History is going to have to judge the decisions taken by the medical community and each country on an individual basis ... This event is going to make one hell of a documentary in five years time.
What consists of panic and what defines risk, is dependent strongly on your local experience. I live in Massachusetts. In the early growth curve, my state was the third worst outbreak of COVID in the US. As I’ve said, I personally knew 22 people exposed or confirmed to have COVID. Of those 22, I’ve experienced 6 deaths of friends and family.

This has left me being extremely cautious of the virus. As I suspect you would be if 6 of your friends had died.
 

jpanhalt

Joined Jan 18, 2008
11,087
@SamR

One of my daughters works at Mayo Rochester. Same story there. A living donor liver transplant was cancelled, not because it was elective for the recipient, but because the operation on the donor was considered "elective." I have a hard time accepting that as reasonable. Fortunately, a cadaveric donor was found in time.
 

killivolt

Joined Jan 10, 2010
836
What ever number is closer we can say, and on the rise of infections with related deaths isn’t going to round up until 2 or 3 months have past.

Still practice distance with a mask and sun glasses.

kv
 
Yes it really is 500 000 from COVID-19, but its also 560 000 from car accidents normally for 5 months. So the situation is valid. There is nothing that wouldn't happen during normal times. Also the deaths are 560, but the crippled and other from car accidents is 20 mil to 50 mil. So its nothing that isn't normal yet again. During normal times, only the car accidents take more people. But now since these that rule were told ti be afraid of the COVID-19, they just repeat it, mostly on to you. Idiots can only repeat, they don't know how to think.
 

NV64

Joined Feb 15, 2019
38
I will dare to comment that this is excessive. Main mode of transsmission is through air and it depends on the viral load as well. If it was airborne and not droplet and if it spread through touch, we would have many more cases than we do.
I assume that an infected person could sneeze on the packaging. Another person touched her. Brought it home, put it in the refrigerator and touched his face. Infection guaranteed.
The virus lives on the surface for a long time.
 

xox

Joined Sep 8, 2017
936
What consists of panic and what defines risk, is dependent strongly on your local experience. I live in Massachusetts. In the early growth curve, my state was the third worst outbreak of COVID in the US. As I’ve said, I personally knew 22 people exposed or confirmed to have COVID. Of those 22, I’ve experienced 6 deaths of friends and family.

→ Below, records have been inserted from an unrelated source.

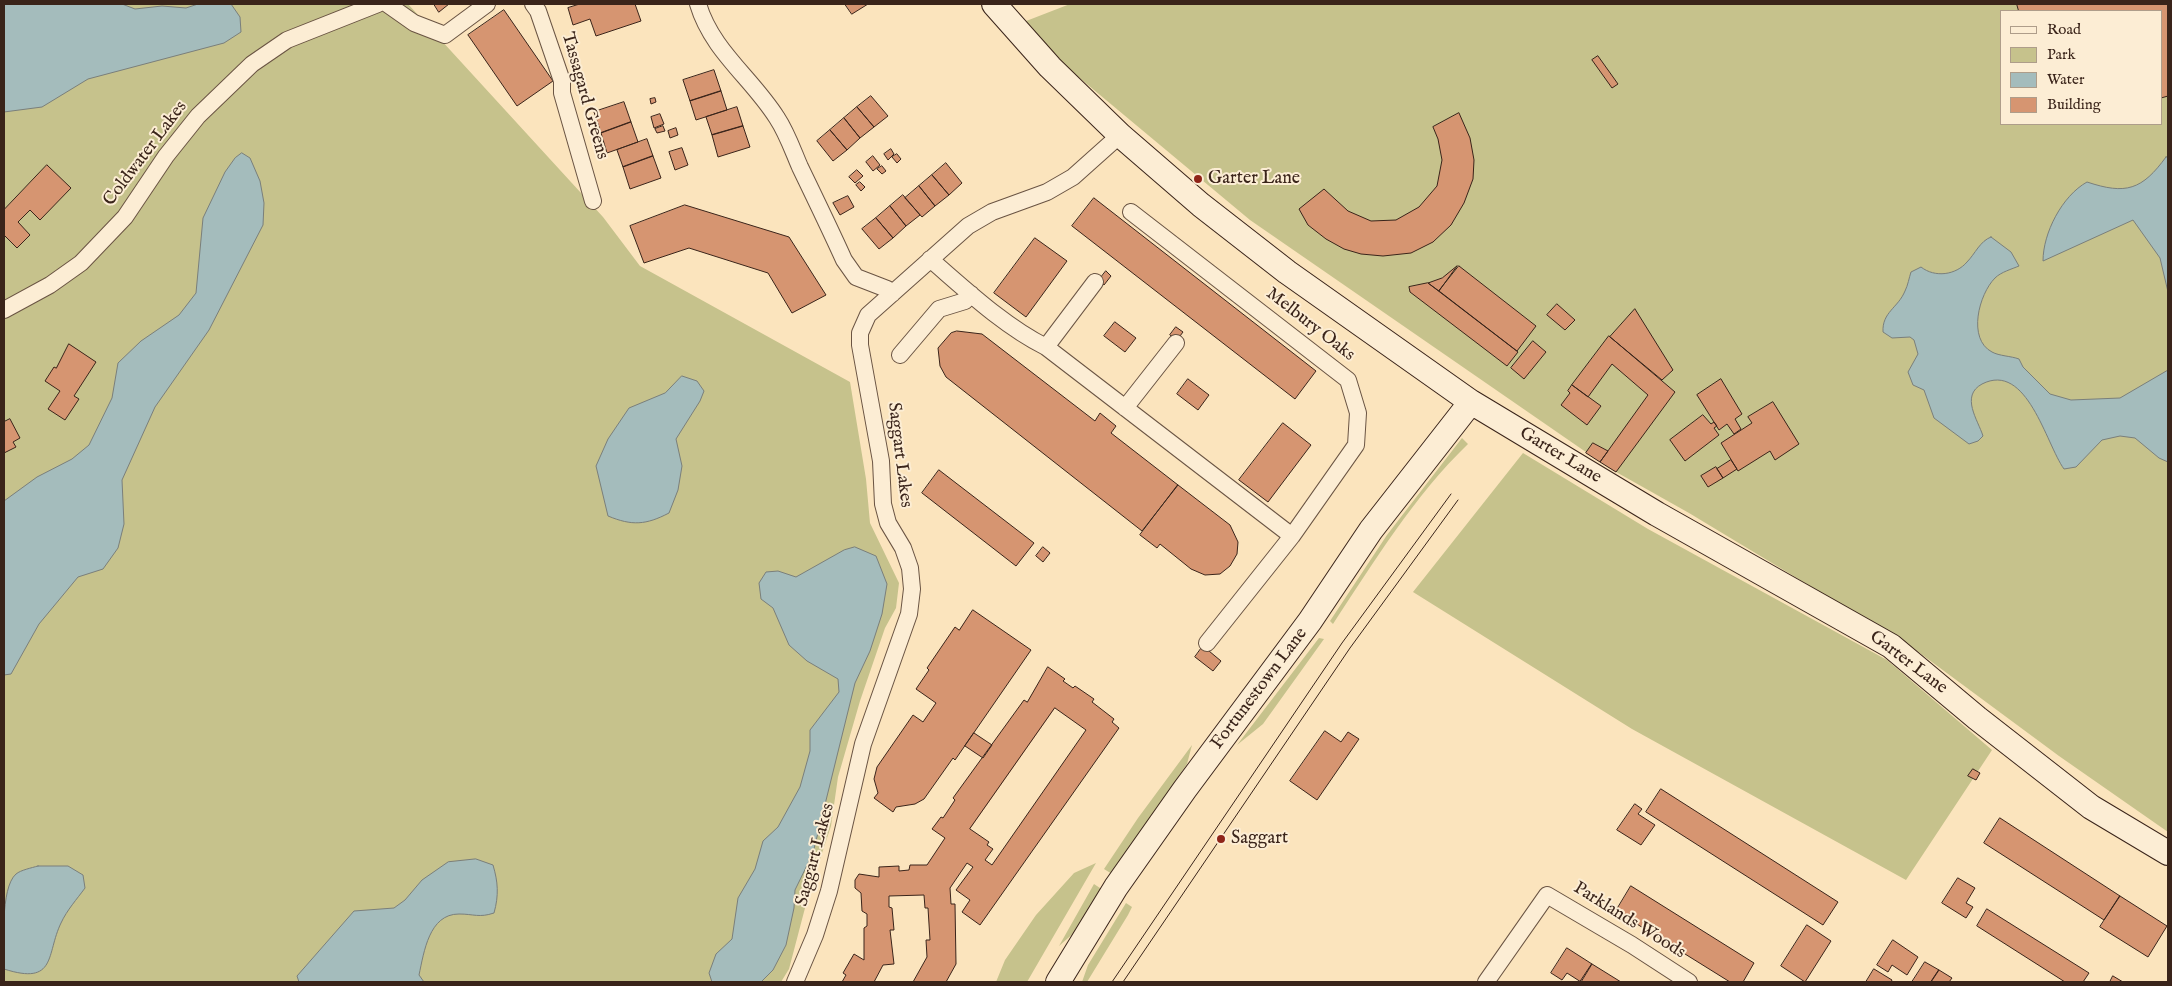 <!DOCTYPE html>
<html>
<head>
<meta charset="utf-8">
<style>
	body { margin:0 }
	#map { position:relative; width:2172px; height:986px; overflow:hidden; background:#fbe4bd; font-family:"IM FELL English",serif }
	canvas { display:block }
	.frame { position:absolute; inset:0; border:5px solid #3a241a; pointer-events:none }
	.legend { position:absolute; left:2000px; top:10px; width:162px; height:115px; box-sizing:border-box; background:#fcedd4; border:1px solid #ae9d8a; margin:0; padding:6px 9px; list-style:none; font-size:15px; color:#3a241a }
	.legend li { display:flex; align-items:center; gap:10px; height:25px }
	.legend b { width:25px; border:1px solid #ae9d8a }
</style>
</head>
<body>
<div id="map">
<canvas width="2172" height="986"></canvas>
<div class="frame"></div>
<ul class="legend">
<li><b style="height:6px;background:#fcedd4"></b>Road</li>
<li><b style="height:14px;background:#c6c28c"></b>Park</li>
<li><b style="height:14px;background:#a4bcbc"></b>Water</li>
<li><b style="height:14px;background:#d69571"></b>Building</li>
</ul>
</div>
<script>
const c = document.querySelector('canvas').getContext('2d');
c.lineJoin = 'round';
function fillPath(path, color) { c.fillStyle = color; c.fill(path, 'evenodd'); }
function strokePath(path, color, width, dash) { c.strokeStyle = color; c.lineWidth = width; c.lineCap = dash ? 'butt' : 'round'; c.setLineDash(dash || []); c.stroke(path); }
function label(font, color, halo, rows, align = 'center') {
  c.font = font + ' "IM FELL English",serif'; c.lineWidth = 4; c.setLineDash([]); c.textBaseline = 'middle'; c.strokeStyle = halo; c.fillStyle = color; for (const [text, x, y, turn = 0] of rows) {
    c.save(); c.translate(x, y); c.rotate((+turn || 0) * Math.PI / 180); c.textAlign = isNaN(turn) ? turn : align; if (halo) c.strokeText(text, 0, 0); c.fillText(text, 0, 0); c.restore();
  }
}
fillPath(new Path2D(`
	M4,4H408L603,217L640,266L850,382L866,479L870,523L899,583L896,608L885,628L860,701L838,777L831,826L810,889L789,969L781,982H4Z
	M1070,4H2168V832L2059,756L1913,648L1689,513L1609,468L1250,220L1040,45L1021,23ZM2001,11H2161V124H2001Z
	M1462,438L1468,444C1414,496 1374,562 1333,624L1330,621L1387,535Z
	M1523,453L1648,529L1887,660L1992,750L1906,880L1632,729L1413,592Z
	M1319,638L1324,639L1263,724L1237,745Z
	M1192,745L1187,764L1112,874L1104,869L1138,818Z
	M1096,863L1027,982H996L1005,960L1036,915L1074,873Z
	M1094,884L1103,890L1076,931L1059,946Z
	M1126,903L1132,907L1128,915L1087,982H1082L1088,965Z`), '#c6c28c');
const water = new Path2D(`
	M4,4H122L135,9L162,6L186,8L198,4H231L240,17L241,32L224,43L88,79L42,107L4,112Z
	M242,153L250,158L260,181L264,203L263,225L209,330L155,407L122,480L124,524L118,548L103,569L78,577L39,624L11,674L4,675V501L37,477L72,459L89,445L112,398L118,363L141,341L179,315L196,293L203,218L225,172L235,158Z
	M2166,157H2168V292L2160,258L2133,220L2043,261C2043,233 2062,196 2087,182C2126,195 2142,190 2166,157Z
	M1991,237L2011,252L2019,266C2012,269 2001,272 1995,278C1979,294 1967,339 1992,352C1999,356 2011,356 2019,359L2023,367L2050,394L2071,400L2120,398L2168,370V462L2159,458L2135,438L2120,436L2102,440L2076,467L2064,469C2046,444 2027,361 1982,384C1960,396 1978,420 1983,436L1978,441L1969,444L1934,418L1924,390L1913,385L1908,372L1918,354L1914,340L1910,337L1892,338L1883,332C1882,312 1898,308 1905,291C1908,285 1909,278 1911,272L1921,267C1935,278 1956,275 1967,262C1975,254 1980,241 1991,237Z
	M682,376L697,381L704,391L700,401L676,439L682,466L678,490L669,513C646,525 632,526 608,516L596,466L608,439L629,408L665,393Z
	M855,547L876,556L887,584L882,614L870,651L855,683L813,853L795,890L794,908L786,945L773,970L761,982H712L709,973L716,954L732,939L738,898L755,869L763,841L778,827L800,787L810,751V730L839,692L838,679L807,661L789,645L773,608L761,599L759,583L766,572L778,571L796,577L844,550Z
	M476,859L493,865C498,882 499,895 494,913C479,918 474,914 459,914C429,914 424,952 419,975L424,982H299L297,976L354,911L394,908L405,900L422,880L448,862Z
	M38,866H68L83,875L85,888C77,899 67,910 61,923C46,954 57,986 4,969C4,947 0,888 16,874C21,870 31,868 38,866Z`);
fillPath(water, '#a4bcbc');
strokePath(water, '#7a7f7b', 1);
const building = new Path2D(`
	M434,4H449L439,12Z
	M580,4H635L641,21L596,36L590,19L573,25L568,8Z
	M845,4H868L852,14Z
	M2017,4H2168V96L2161,98V11H2019Z
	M504,10L553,81L517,106L468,35Z
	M1598,56L1618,84L1612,88L1592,60Z
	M714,70L721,91L690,101L683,80Z
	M721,91L727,110L696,120L690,101Z
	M871,96L888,116L874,127L857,107Z
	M655,98L656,102L651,104L650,99Z
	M624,102L631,122L601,133L594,112Z
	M737,107L743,126L712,135L706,117Z
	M857,107L874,127L860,138L844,118Z
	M1459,113L1470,138L1474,160L1473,179L1464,203L1451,225L1433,242L1411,253L1383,256L1361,254L1344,249L1326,239L1308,225L1299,209L1324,189L1348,211L1371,221L1396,220L1419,207L1437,186L1442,160L1438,139L1433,127Z
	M660,114L664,124L654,128L651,117Z
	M844,118L860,138L847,150L830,130Z
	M631,122L638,142L607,153L601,133Z
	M663,126L665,131L657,133L655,129Z
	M743,126L750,147L718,157L712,135Z
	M676,128L678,135L670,138L668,131Z
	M830,130L847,150L833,161L817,141Z
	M647,139L653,156L623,167L617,150Z
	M682,148L688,165L675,170L669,152Z
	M891,149L894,154L888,160L884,154Z
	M897,154L901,159L897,163L892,157Z
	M653,156L661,178L630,189L623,167Z
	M873,156L880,165L873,171L866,162Z
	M946,163L962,183L949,195L932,175Z
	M47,165L71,188L40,220L30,210L18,222L30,235L17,248L4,235V210Z
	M882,166L886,171L882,174L877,169Z
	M857,170L863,176L855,183L849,177Z
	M932,175L949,195L935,206L919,186Z
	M860,182L865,187L861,191L856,185Z
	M919,186L935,206L922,217L905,198Z
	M903,195L920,215L906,226L890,206Z
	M848,196L854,207L840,215L833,203Z
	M1094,198L1316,371L1295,399L1072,226Z
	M685,205L789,237L826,295L792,313L768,273L689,248L644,263L630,226Z
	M890,206L906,226L893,238L876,218Z
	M876,218L893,238L879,249L862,229Z
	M1035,238L1067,261L1026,317L994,293Z
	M1457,266L1439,291L1428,283L1442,278Z
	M1459,266L1536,326L1517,351L1439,291Z
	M1106,271L1111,276L1104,285L1099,280Z
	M1428,283L1518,352L1507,366L1410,292L1409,287Z
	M1557,304L1575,320L1565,330L1547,315Z
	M1635,309L1673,370L1662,380L1610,337Z
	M1115,322L1136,338L1125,352L1104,336Z
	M1176,327L1183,332L1177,340L1170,335Z
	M957,331L982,334L1095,421L1100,413L1116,426L1111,433L1178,485L1142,531L946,377L940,366L938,348L951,333Z
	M1609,336L1675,392L1616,472L1600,462L1648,395L1612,364L1588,397L1572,385Z
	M1533,341L1546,352L1524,379L1511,368Z
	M69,344L96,362L74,396L79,399L65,420L48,409L60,391L45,381L54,367L56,368Z
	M1188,379L1209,395L1198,410L1177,394Z
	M1721,379L1742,414L1735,419L1741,429L1734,434L1727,424L1719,430L1697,395Z
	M1572,385L1601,406L1587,425L1561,405L1570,393L1568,391Z
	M1773,402L1799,444L1775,460L1770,451L1738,471L1721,443L1752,423L1748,417Z
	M1703,415L1711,424L1714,422L1717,426L1714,428L1719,435L1685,461L1670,440Z
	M10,419L20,438L13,442L16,447L4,453V422Z
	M1283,423L1311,445L1268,502L1239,480Z
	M1593,443L1608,451L1600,462L1586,453Z
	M1731,460L1737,469L1723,478L1717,469Z
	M1716,467L1723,478L1708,487L1701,476Z
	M939,470L1034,543L1016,566L922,493Z
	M1178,485L1230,525L1238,542L1237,554L1230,566L1220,574L1205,575L1191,569L1160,544L1157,548L1140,535Z
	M1043,547L1050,553L1043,562L1036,556Z
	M973,610L1031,650L955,760L953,758L924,799L915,804L896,807L893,812L874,798L878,793L874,779L877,767L913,715L923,722L936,703L916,689L929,670L927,668L955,627L959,630Z
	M1203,646L1221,661L1213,671L1195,657Z
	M1048,667L1065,679L1063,681L1073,688L1075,686L1094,699L1092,702L1114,719L1112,722L1119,728L980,925L962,912L970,900L956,890L973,867L967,863L950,888L951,904H955L956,964L946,982H913L927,957L926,940H930L928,908H925L924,895L889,896V907L892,908L894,930H890L894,964L883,965L874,982H842L846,975L843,973L854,954L864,960V928L867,926V914L862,911L861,893L855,888V880L859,874L879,877V867L899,866V871L909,870L910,865H927L945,838L932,829L941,817L943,818L955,800L953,798L1024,700L1027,702ZM1055,708L1086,730L992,865L985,860L993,849L987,845L989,842L970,829Z
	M1325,731L1341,742L1348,732L1359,739L1317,800L1290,781Z
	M974,733L992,745L983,758L965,746Z
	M1973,769L1980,773L1976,780L1968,776Z
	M1661,789L1838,902L1823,925L1646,812Z
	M1635,804L1642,809L1638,814L1655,825L1641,845L1617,830Z
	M2000,818L2120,896L2104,920L1984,843Z
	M1958,878L1975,888L1966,903L1973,907L1966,918L1942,903Z
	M1631,886L1754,963L1743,982H1730L1616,911Z
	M2120,896L2167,926L2148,957L2100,927Z
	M1987,909L2089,973L2083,982H2065L1977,926Z
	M1807,925L1831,941L1805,982L1781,966Z
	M1893,940L1918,957L1907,975L1892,965L1888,972L1877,965Z
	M1567,948L1592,964L1581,982L1567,973L1562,980L1551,973Z
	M1925,962L1939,970L1931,982H1912Z
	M1592,964L1621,982H1580Z
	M1874,969L1892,980L1891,982H1866Z
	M1939,970L1952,978L1949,982H1931Z
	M2113,976L2123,982H2110Z`);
fillPath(building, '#d69571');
strokePath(building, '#3a241a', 1);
const street = new Path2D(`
	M387,4L414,23L445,35L487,4
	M533,4L538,11L562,81V93L593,201
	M698,4C712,51 752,78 777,118C787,133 793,151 800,167C815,198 830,229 844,260L856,277L887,289L892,294
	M1131,212L1348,380L1358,413L1356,445L1292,536L1207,643
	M930,259C966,290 1004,326 1046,347L1292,536
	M4,310L50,285L81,263L125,217L166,156L198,116L252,64L287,40L378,4
	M1046,347L1095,282
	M900,355L939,309L965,301L971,294
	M1125,408L1176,343
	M795,982L815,935L829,891L863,744L909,614L912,589L910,568L903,548L888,523L883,504L881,461L860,345V333L868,315L968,226L992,212L1047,192L1073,177L1120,135
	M1486,982L1547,895L1632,945L1689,982`);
const secondary = new Path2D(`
	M994,4L1050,67L1120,135L1201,205L1287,272L1471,402L1657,514L1891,646L1977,718L2091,807L2168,853
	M1058,982L1116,887L1185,789L1310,621L1371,530L1471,402`);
strokePath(street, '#6a5443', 18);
strokePath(secondary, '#3a241a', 26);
strokePath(street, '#fcedd4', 16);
strokePath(secondary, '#fcedd4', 24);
strokePath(new Path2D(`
	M1112,982L1342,643L1451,494
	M1123,982L1350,648L1458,500`), '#3a241a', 1);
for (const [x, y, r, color] of [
	[1198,179,5,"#8f2418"],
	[1221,839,5,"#8f2418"]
]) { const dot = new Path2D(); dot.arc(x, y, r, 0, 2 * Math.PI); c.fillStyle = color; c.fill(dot); strokePath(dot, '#fcedd4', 2); }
label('18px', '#3a241a', '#fcedd4', [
	["Tassagard Greens",584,96,74],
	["Coldwater Lakes",146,154,-53],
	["Melbury Oaks",1310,325,38],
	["Saggart Lakes",899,455,83],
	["Garter Lane",1560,456,31],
	["Garter Lane",1908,663,37],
	["Fortunestown Lane",1260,689,-53],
	["Saggart Lakes",816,855,-75],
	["Parklands Woods",1629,921,32]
]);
label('18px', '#3a241a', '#fcedd4', [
	["Garter Lane",1208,179],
	["Saggart",1231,839]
], 'left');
</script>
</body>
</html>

This has left me being extremely cautious of the virus. As I suspect you would be if 6 of your friends had died.

True, it can be a very serious illness for some, but in truth for most of us the chances of dying are quite low. And in fact the growth rate for deaths is actually flattening out. So take precautions, especially if you have loved ones with preconditions (including old age), but otherwise we should probably carry on as normally as possible in order to increase herd immunity.

Also keep in mind that there may be a lot more going on than meets the eye. For example, the CDC sent out test kits in February, then three weeks later it's discovered that they're contaminated with Covid, and incidentally we see a sharp spike in cases from March to April! Now who knows if they're really related, but the point is it's hard to say what's actually true these days. Profiteers wanting to sell vaccines might have something to do with it. But what do I know?